In the survey, 'my diet' was rated as the most common cause of stress with 49% of respondents rating their diet as often (29%) or always (20%) causing stress. Diet ranked higher as a source of frequent stress than 'work demands' and 'not having enough money'.

Why does diet cause stress?

Stress or more appropriately the perception of stress occurs when you feel you don't have the capacity to deal with something that is challenging you. One potential source of diet-related stress is trying to make your diet healthier than is practically possible at the outset of your programme. You start your diet by cutting out everything that you hear is bad for you, including caffeine, alcohol, artificial sweeteners and find it too tough to stick to.

Combating TDH Syndrome

This is what I sometimes call TDH Syndrome. The TDH stands for Too Damn Healthy. This is characterised by an individual believing they need to exclude caffeine, sugar, alcohol and many other dietary components from their diet to be healthy. TDH can extend to becoming vegetarian and only eating organically grown foods from day one of a new diet.

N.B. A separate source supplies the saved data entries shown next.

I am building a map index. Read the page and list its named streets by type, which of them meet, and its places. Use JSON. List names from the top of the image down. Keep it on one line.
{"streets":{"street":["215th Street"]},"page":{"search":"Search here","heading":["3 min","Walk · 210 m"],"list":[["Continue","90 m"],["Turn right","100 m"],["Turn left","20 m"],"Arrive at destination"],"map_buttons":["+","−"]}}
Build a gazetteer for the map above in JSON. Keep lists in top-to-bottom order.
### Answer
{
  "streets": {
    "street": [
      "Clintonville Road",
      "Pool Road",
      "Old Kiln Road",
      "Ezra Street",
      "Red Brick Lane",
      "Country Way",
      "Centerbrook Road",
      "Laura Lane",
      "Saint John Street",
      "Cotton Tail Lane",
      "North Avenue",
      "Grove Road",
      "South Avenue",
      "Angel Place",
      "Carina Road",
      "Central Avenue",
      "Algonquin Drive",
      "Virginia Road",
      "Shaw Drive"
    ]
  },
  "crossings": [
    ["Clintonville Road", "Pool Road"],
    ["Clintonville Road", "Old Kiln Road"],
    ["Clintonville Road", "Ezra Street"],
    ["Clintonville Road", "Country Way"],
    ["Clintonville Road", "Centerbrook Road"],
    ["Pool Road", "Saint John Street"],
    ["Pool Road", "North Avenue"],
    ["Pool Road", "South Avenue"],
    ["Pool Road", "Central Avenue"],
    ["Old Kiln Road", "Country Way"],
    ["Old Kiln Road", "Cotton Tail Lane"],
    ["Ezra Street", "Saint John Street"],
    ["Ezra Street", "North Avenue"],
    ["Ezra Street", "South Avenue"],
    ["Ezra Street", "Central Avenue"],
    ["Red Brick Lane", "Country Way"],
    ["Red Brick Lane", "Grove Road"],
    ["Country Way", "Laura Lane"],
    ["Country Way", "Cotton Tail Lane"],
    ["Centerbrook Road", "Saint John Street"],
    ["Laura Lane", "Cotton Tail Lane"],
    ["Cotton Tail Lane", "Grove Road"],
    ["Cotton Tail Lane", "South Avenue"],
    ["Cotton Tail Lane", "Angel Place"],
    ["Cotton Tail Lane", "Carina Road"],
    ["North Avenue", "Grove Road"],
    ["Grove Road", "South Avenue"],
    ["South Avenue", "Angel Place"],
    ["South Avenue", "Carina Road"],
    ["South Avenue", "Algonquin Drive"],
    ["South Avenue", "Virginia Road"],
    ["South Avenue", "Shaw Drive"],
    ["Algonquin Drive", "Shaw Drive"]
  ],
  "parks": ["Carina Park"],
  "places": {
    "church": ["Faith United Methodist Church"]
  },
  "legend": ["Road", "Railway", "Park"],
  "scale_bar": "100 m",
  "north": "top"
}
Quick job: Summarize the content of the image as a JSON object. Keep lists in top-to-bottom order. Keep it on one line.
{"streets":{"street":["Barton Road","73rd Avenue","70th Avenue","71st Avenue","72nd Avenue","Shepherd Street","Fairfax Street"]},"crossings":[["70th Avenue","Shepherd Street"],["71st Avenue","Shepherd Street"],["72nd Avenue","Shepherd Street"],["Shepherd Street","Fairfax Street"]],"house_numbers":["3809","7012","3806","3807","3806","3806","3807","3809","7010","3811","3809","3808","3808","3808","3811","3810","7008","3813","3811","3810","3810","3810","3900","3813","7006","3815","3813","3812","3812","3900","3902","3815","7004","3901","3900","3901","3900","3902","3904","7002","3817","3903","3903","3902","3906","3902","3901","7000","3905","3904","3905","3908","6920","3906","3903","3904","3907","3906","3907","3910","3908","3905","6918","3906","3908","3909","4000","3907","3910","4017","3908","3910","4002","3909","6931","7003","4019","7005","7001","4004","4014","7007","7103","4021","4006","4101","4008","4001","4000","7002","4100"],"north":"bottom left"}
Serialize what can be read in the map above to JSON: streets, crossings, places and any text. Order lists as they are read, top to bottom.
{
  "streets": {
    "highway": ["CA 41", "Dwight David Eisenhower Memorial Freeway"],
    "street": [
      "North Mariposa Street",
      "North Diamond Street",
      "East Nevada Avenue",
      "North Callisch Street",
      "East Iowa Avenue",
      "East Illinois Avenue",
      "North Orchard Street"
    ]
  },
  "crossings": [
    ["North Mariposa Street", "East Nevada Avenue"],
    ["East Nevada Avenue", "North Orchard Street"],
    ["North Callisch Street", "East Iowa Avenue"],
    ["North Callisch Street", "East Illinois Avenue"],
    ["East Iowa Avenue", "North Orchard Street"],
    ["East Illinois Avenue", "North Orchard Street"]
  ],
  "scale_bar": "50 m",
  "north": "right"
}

Whilst these eating habits are healthy, they can be too much to manage when you attempt to make them part of your diet all at once. The stress caused by worrying about how you will be able to keep up all these healthy habits triggers a dietary blow-out and you fall off your healthy eating program.

If this picture is familiar for you or some of your clients, then TDH Syndrome may be the cause. Here are some suggestions to combat this.

Build one or two healthy eating habits at a time. For example, first aim to eat 2-3 pieces of fruit each day, and then make sure you serve a generous quantity of vegetables at dinner. Once you are confident that you have incorporated more fruits and vegetables into your eating pattern, add another healthy habit, such as limiting alcohol or caffeine.

This gradual approach allows you to celebrate small successes at every stage of your new diet, rather than pinning all your success on your ability to abstain from dietary components you need to cut back on. By taking on your new diet step-by-step you may even surprise yourself by cutting back on alcohol without having to try too hard. As you start to feel healthier and fitter, you may naturally start to say to yourself, “My body is temple, not a mad scientist's laboratory” and make extra enhancements.

Going cold turkey does work for some people and not others. If you or your clients have an unsuccessful history of dietary abstinence, then a new approach that sets weekly diet targets, celebrates success and adds new targets will help build a uniquely successful healthy eating pattern.